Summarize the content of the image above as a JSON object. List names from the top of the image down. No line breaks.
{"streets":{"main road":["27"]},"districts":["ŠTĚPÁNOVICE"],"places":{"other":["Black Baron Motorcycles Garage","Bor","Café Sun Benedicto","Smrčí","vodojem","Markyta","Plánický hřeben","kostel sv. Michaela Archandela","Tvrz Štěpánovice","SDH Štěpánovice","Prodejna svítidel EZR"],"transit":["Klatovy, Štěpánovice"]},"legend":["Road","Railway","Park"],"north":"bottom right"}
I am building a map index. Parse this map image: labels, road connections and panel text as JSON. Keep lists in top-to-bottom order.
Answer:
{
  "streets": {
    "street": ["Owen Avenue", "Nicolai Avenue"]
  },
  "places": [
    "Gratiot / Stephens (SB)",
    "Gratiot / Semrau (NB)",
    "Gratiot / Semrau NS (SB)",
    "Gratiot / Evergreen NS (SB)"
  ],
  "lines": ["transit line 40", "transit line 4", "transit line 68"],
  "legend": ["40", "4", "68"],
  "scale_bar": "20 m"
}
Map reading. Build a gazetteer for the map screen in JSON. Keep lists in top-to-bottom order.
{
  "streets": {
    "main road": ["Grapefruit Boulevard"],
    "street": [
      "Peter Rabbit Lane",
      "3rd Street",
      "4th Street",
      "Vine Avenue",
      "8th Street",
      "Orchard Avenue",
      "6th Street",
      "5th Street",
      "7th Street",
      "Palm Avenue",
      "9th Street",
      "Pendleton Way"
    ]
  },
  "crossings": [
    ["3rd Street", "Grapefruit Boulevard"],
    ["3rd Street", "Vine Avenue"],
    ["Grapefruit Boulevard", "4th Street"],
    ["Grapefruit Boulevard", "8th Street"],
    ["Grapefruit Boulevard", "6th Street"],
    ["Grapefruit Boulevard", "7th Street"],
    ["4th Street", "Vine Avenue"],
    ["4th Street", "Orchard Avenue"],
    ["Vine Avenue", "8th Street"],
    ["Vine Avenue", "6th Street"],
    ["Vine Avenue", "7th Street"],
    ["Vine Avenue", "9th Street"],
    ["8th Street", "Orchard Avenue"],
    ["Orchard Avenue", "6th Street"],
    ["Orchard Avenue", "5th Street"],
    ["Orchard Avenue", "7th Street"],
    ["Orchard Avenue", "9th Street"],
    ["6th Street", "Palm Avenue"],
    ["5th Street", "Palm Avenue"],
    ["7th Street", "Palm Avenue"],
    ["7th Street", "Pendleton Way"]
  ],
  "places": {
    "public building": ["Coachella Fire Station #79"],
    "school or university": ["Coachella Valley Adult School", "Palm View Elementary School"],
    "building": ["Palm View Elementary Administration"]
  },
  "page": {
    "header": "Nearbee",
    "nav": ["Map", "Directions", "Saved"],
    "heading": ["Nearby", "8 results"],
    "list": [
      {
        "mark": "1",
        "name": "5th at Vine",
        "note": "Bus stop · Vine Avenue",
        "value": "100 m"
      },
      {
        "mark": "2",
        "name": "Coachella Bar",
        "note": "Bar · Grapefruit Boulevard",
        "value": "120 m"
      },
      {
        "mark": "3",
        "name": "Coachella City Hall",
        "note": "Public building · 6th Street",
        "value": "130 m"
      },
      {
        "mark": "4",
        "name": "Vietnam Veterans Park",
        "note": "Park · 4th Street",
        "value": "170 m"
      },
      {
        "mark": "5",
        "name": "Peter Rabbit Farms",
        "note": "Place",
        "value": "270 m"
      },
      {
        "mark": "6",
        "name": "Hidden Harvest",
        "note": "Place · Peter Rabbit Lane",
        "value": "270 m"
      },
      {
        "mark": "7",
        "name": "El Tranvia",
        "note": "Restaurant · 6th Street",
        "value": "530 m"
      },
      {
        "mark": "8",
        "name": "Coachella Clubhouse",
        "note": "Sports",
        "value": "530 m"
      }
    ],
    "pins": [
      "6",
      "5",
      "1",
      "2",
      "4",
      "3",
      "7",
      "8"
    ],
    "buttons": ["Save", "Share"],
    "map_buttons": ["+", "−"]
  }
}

TASK TO CARRY OUT.
Which lines of the data hold the string "bottom"? Return each of them.

TASK SOLUTION.
{"streets":{"main road":["27"]},"districts":["ŠTĚPÁNOVICE"],"places":{"other":["Black Baron Motorcycles Garage","Bor","Café Sun Benedicto","Smrčí","vodojem","Markyta","Plánický hřeben","kostel sv. Michaela Archandela","Tvrz Štěpánovice","SDH Štěpánovice","Prodejna svítidel EZR"],"transit":["Klatovy, Štěpánovice"]},"legend":["Road","Railway","Park"],"north":"bottom right"}
I am building a map index. Parse this map image: labels, road connections and panel text as JSON. Keep lists in top-to-bottom order.
Map reading. Build a gazetteer for the map screen in JSON. Keep lists in top-to-bottom order.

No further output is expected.